September 1, 2011 | Insurance Coverage

Assault And Battery Exclusion Bars Coverage Where Security Guard Allegedly Threw Glass At Plaintiff’s Face

After a fight broke out at the “Beauty Bar” in Manhattan, a woman sued Jinx-Proof Inc., contending that she had been injured when a security guard threw a glass at her face. Jinx-Proof’s commercial general liability insurer asserted that there was no coverage for the woman’s intentional tort and negligence claims because of the policy’s assault and battery exclusion. A declaratory judgment action ensued, and the court granted summary judgment to the insurer. The court explained that the pleadings demonstrated that the underlying incident fell within the assault and battery exclusion, which applied if no cause of action would exist but for the alleged assault and battery. [QBE Ins. Corp. v. Jinx-Proof Inc., 2011 N.Y. Slip Op. 32237(U) (Sup. Ct. N.Y. Co. Aug. 15, 2011).]

Absentee Homeowner Is Not Entitled To Defense Or Indemnity

A construction worker allegedly was injured while working at a house owned by the insured. The homeowner’s insurer dis-claimed coverage, asserting that the policy required that the insured live on the property to be covered but that she never resided there. Specifically, the policy excluded coverage for personal injuries arising out of premises that were not an “insured location,” which was defined as the dwelling “where you [the policyholder] reside and which is shown as the ‘residence premises’ in the Declarations.” The court found that the insured had intended to move to the property after it was renovated. It then ruled that because the insured was an “absentee owner,” the insurer was not obligated to defend or to indemnify the insured in connection with the worker’s claims. [Tower Ins. Co. of N.Y. v. Khan, 2011 N.Y. Slip Op. 32249 (U) (Sup. Ct. N.Y. Co. Aug. 12, 2011).]

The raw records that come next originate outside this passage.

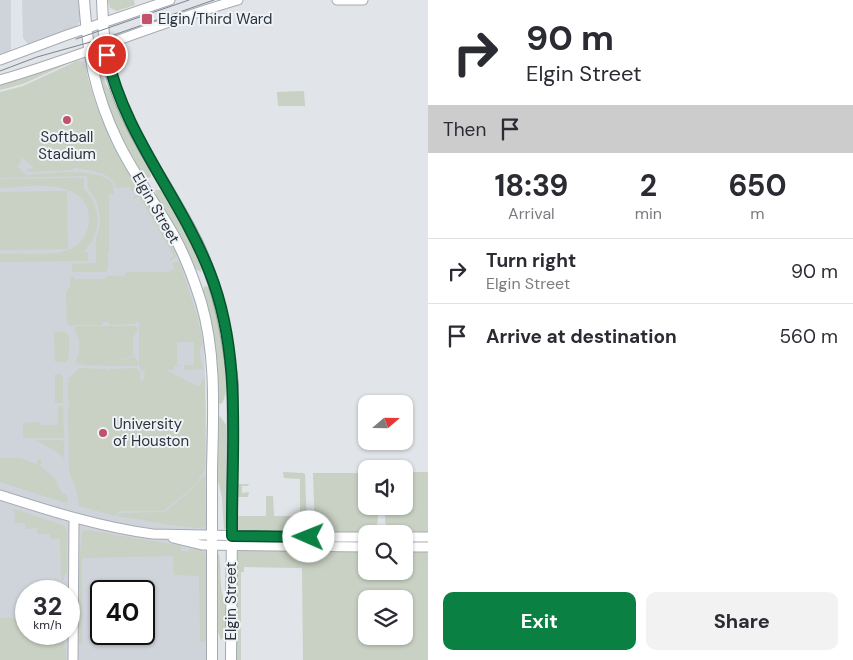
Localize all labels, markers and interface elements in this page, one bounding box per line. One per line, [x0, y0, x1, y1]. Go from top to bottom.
place label: Elgin/Third Ward [158, 9, 273, 29]
marker: Elgin/Third Ward [140, 12, 154, 26]
text: 90 m [526, 15, 614, 61]
icon: right [443, 20, 508, 85]
pin [86, 34, 128, 76]
icon: arrive [93, 41, 121, 69]
text: Elgin Street [526, 59, 642, 88]
marker: Softball Stadium [61, 114, 73, 126]
icon: arrive [496, 115, 524, 143]
text: Then [443, 117, 486, 142]
place label: Softball Stadium [38, 127, 96, 164]
text: 18:39 [494, 166, 568, 205]
text: 2 [640, 166, 657, 205]
text: 650 [728, 166, 787, 205]
street label: Elgin Street [128, 169, 184, 247]
text: Arrival [508, 203, 555, 224]
text: min [635, 203, 662, 224]
text: m [750, 203, 765, 224]
text: Turn right [486, 248, 576, 273]
icon: right [443, 257, 471, 285]
text: 90 m [791, 259, 838, 284]
text: Elgin Street [486, 273, 570, 294]
icon: arrive [443, 322, 471, 350]
text: Arrive at destination [486, 324, 677, 349]
text: 560 m [779, 324, 838, 349]
north arrow [358, 395, 412, 450]
map controls [358, 395, 413, 645]
place label: University of Houston [113, 414, 189, 451]
marker: University of Houston [97, 427, 109, 439]
button: sound [358, 460, 413, 515]
position arrow [282, 510, 334, 562]
button: search [358, 525, 413, 580]
street label: Elgin Street [221, 561, 241, 640]
speed limit sign: 40 [90, 580, 155, 645]
text: 32 [33, 590, 62, 623]
button: layers [358, 590, 413, 645]
button: Exit [443, 592, 636, 650]
button: Share [646, 592, 838, 650]
text: km/h [33, 617, 62, 633]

 Default Judgment Against No-Fault Provider Dooms Its Action Against Insurer

After an insurer brought an action in the Supreme Court, Nassau County against a health care provider and obtained a default judgment, the provider sued the insurer in New York Civil Court to recover no-fault benefits for services it allegedly had rendered. The Civil Court dismissed the provider’s action on the ground of res judicata. [Altercare Acupuncture, P.C. v Utica Mut. Ins. Co., 2011 N.Y. Slip Op. 51639(U) (N.Y. Civ. Ct. Aug. 30, 2011).]

Assignors’ Failure To Attend Scheduled IMEs Dooms Provider’s Suit For No-Fault Benefits

After a health care provider sued an insurer to recover no-fault benefits, the insurer moved to dismiss on the ground that the plaintiff’s assignors had failed to appear for an independent medical examination (IME). The court determined that the insurer had sufficiently established that the IME notices had been timely sent to the plaintiff’s assignors, that they had failed to appear for the IMEs, and that denial of claim forms had been timely mailed in accordance with the insurer’s standard office practices and procedures. Explaining that an assignor’s appearance at an IME was a condition precedent to the insurer’s liability, the court concluded that the insurer was entitled to summary judgment. [Shoreline Healing Acupuncture Group, P.C. v. American Tr. Ins. Co., 2011 N.Y. Slip Op. 51531(U) (2d Dep’t App. Term Aug. 4, 2011).]

Federal Court Voids Apportionment Of Loss Clause In Fire Insurance Policy

After the insured sued for the full $14,388,000 policy limit under a fire insurance policy, the insurer moved to dismiss the complaint to the extent the insured sought recovery above the insurer’s 38 percent apportioned share of the loss under the policy. The insured countered that the policy’s apportionment of loss clause was void as a matter of law. The court voided the apportionment of loss clause in the policy, concluding that it had no real purpose other than to make a $5,467,440 policy appear to be a $14,388,000 policy. The court rejected the insurer’s contention that the apportionment of loss clause was analogous to a valid co-insurance clause under New York law, finding it “fundamentally different” from a co-insurance clause. It stated that a co-insurance clause involved a partial loss, not a total loss, and that unlike a co-insurance clause, which was designed to encourage homeowners to properly value their property, the apportionment of loss clause had no such purpose. [Quaker Hills, LLC v. Pacific Indemnity Co., No. 10 Civ. 421 (DAB) (S.D.N.Y. Aug. 15, 2011).]